What to work on> All the data should come back exactly as it was given.

══ Data excerpts ══

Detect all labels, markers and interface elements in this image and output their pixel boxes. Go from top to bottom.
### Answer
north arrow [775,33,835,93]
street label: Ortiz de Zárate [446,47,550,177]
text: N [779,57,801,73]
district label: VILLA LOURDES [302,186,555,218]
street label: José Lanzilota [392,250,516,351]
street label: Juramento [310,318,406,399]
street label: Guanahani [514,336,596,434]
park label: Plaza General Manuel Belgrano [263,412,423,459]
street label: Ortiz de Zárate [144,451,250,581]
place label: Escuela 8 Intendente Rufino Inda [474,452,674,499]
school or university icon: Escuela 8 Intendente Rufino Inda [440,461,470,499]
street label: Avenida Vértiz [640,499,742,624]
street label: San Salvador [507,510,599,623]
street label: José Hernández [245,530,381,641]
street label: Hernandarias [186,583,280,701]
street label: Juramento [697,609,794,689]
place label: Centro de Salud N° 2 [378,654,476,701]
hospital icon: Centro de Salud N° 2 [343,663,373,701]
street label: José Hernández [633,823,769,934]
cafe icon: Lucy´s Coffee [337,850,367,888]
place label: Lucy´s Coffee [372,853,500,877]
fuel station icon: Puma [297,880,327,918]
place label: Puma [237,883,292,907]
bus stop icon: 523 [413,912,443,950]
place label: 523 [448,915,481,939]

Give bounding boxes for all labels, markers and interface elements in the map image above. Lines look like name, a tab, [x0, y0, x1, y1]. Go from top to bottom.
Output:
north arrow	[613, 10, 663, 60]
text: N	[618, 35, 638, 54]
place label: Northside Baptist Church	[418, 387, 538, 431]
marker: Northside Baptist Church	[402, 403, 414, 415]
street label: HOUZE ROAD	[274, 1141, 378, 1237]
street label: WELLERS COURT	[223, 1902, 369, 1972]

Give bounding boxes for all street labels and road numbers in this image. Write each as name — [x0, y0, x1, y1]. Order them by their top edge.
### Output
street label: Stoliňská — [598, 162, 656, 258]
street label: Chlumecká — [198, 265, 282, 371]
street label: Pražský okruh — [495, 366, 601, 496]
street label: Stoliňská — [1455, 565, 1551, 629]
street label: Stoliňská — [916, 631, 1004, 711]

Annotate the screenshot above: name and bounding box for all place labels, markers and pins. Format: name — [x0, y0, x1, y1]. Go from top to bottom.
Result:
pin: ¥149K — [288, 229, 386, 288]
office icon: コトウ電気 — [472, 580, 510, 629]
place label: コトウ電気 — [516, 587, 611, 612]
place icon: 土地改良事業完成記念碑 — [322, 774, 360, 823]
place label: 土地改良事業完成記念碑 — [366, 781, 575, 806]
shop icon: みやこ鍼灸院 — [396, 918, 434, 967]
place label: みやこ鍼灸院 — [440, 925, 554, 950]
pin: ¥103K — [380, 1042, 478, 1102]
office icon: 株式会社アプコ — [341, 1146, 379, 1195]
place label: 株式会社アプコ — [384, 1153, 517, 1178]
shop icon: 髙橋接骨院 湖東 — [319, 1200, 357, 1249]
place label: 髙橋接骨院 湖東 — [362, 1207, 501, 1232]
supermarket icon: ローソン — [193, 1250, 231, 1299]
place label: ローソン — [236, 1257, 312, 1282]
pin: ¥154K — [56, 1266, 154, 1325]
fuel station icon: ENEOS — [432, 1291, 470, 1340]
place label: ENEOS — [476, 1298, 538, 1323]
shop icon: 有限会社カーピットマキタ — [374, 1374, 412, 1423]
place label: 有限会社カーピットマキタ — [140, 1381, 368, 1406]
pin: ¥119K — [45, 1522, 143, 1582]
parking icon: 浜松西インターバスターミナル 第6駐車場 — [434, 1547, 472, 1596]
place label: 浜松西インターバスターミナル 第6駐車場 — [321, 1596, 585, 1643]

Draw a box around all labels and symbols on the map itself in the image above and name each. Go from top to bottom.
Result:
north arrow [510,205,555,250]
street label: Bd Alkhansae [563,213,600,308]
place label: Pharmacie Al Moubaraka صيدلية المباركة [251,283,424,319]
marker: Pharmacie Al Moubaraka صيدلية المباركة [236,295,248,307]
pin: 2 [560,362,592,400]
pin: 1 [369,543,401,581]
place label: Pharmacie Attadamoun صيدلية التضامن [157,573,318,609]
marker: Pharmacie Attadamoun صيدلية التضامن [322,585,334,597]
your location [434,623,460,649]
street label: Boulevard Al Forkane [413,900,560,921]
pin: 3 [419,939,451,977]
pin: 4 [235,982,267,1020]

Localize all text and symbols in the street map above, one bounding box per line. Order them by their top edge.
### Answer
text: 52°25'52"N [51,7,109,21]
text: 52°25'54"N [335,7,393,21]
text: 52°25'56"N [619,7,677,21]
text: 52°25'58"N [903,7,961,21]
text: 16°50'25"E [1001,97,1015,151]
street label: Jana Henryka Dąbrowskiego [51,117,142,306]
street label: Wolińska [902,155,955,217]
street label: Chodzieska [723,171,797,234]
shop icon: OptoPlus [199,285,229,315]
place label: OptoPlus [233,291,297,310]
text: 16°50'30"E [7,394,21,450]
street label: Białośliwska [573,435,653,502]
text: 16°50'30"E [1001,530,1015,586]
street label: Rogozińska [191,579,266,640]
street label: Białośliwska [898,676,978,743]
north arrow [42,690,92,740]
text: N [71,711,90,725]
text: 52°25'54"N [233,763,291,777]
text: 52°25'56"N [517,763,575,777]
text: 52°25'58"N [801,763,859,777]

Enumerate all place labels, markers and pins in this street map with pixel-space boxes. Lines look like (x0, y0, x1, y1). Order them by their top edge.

═══

Response area>
Detect all labels, markers and interface elements in this image and output their pixel boxes. Go from top to bottom.
### Answer
north arrow [775,33,835,93]
street label: Ortiz de Zárate [446,47,550,177]
text: N [779,57,801,73]
district label: VILLA LOURDES [302,186,555,218]
street label: José Lanzilota [392,250,516,351]
street label: Juramento [310,318,406,399]
street label: Guanahani [514,336,596,434]
park label: Plaza General Manuel Belgrano [263,412,423,459]
street label: Ortiz de Zárate [144,451,250,581]
place label: Escuela 8 Intendente Rufino Inda [474,452,674,499]
school or university icon: Escuela 8 Intendente Rufino Inda [440,461,470,499]
street label: Avenida Vértiz [640,499,742,624]
street label: San Salvador [507,510,599,623]
street label: José Hernández [245,530,381,641]
street label: Hernandarias [186,583,280,701]
street label: Juramento [697,609,794,689]
place label: Centro de Salud N° 2 [378,654,476,701]
hospital icon: Centro de Salud N° 2 [343,663,373,701]
street label: José Hernández [633,823,769,934]
cafe icon: Lucy´s Coffee [337,850,367,888]
place label: Lucy´s Coffee [372,853,500,877]
fuel station icon: Puma [297,880,327,918]
place label: Puma [237,883,292,907]
bus stop icon: 523 [413,912,443,950]
place label: 523 [448,915,481,939]

Give bounding boxes for all labels, markers and interface elements in the map image above. Lines look like name, a tab, [x0, y0, x1, y1]. Go from top to bottom.
Output:
north arrow	[613, 10, 663, 60]
text: N	[618, 35, 638, 54]
place label: Northside Baptist Church	[418, 387, 538, 431]
marker: Northside Baptist Church	[402, 403, 414, 415]
street label: HOUZE ROAD	[274, 1141, 378, 1237]
street label: WELLERS COURT	[223, 1902, 369, 1972]

Give bounding boxes for all street labels and road numbers in this image. Write each as name — [x0, y0, x1, y1]. Order them by their top edge.
### Output
street label: Stoliňská — [598, 162, 656, 258]
street label: Chlumecká — [198, 265, 282, 371]
street label: Pražský okruh — [495, 366, 601, 496]
street label: Stoliňská — [1455, 565, 1551, 629]
street label: Stoliňská — [916, 631, 1004, 711]

Annotate the screenshot above: name and bounding box for all place labels, markers and pins. Format: name — [x0, y0, x1, y1]. Go from top to bottom.
Result:
pin: ¥149K — [288, 229, 386, 288]
office icon: コトウ電気 — [472, 580, 510, 629]
place label: コトウ電気 — [516, 587, 611, 612]
place icon: 土地改良事業完成記念碑 — [322, 774, 360, 823]
place label: 土地改良事業完成記念碑 — [366, 781, 575, 806]
shop icon: みやこ鍼灸院 — [396, 918, 434, 967]
place label: みやこ鍼灸院 — [440, 925, 554, 950]
pin: ¥103K — [380, 1042, 478, 1102]
office icon: 株式会社アプコ — [341, 1146, 379, 1195]
place label: 株式会社アプコ — [384, 1153, 517, 1178]
shop icon: 髙橋接骨院 湖東 — [319, 1200, 357, 1249]
place label: 髙橋接骨院 湖東 — [362, 1207, 501, 1232]
supermarket icon: ローソン — [193, 1250, 231, 1299]
place label: ローソン — [236, 1257, 312, 1282]
pin: ¥154K — [56, 1266, 154, 1325]
fuel station icon: ENEOS — [432, 1291, 470, 1340]
place label: ENEOS — [476, 1298, 538, 1323]
shop icon: 有限会社カーピットマキタ — [374, 1374, 412, 1423]
place label: 有限会社カーピットマキタ — [140, 1381, 368, 1406]
pin: ¥119K — [45, 1522, 143, 1582]
parking icon: 浜松西インターバスターミナル 第6駐車場 — [434, 1547, 472, 1596]
place label: 浜松西インターバスターミナル 第6駐車場 — [321, 1596, 585, 1643]

Draw a box around all labels and symbols on the map itself in the image above and name each. Go from top to bottom.
Result:
north arrow [510,205,555,250]
street label: Bd Alkhansae [563,213,600,308]
place label: Pharmacie Al Moubaraka صيدلية المباركة [251,283,424,319]
marker: Pharmacie Al Moubaraka صيدلية المباركة [236,295,248,307]
pin: 2 [560,362,592,400]
pin: 1 [369,543,401,581]
place label: Pharmacie Attadamoun صيدلية التضامن [157,573,318,609]
marker: Pharmacie Attadamoun صيدلية التضامن [322,585,334,597]
your location [434,623,460,649]
street label: Boulevard Al Forkane [413,900,560,921]
pin: 3 [419,939,451,977]
pin: 4 [235,982,267,1020]

Localize all text and symbols in the street map above, one bounding box per line. Order them by their top edge.
### Answer
text: 52°25'52"N [51,7,109,21]
text: 52°25'54"N [335,7,393,21]
text: 52°25'56"N [619,7,677,21]
text: 52°25'58"N [903,7,961,21]
text: 16°50'25"E [1001,97,1015,151]
street label: Jana Henryka Dąbrowskiego [51,117,142,306]
street label: Wolińska [902,155,955,217]
street label: Chodzieska [723,171,797,234]
shop icon: OptoPlus [199,285,229,315]
place label: OptoPlus [233,291,297,310]
text: 16°50'30"E [7,394,21,450]
street label: Białośliwska [573,435,653,502]
text: 16°50'30"E [1001,530,1015,586]
street label: Rogozińska [191,579,266,640]
street label: Białośliwska [898,676,978,743]
north arrow [42,690,92,740]
text: N [71,711,90,725]
text: 52°25'54"N [233,763,291,777]
text: 52°25'56"N [517,763,575,777]
text: 52°25'58"N [801,763,859,777]

Enumerate all place labels, markers and pins in this street map with pixel-space boxes. Lines look like (x0, y0, x1, y1). Order them by their top edge.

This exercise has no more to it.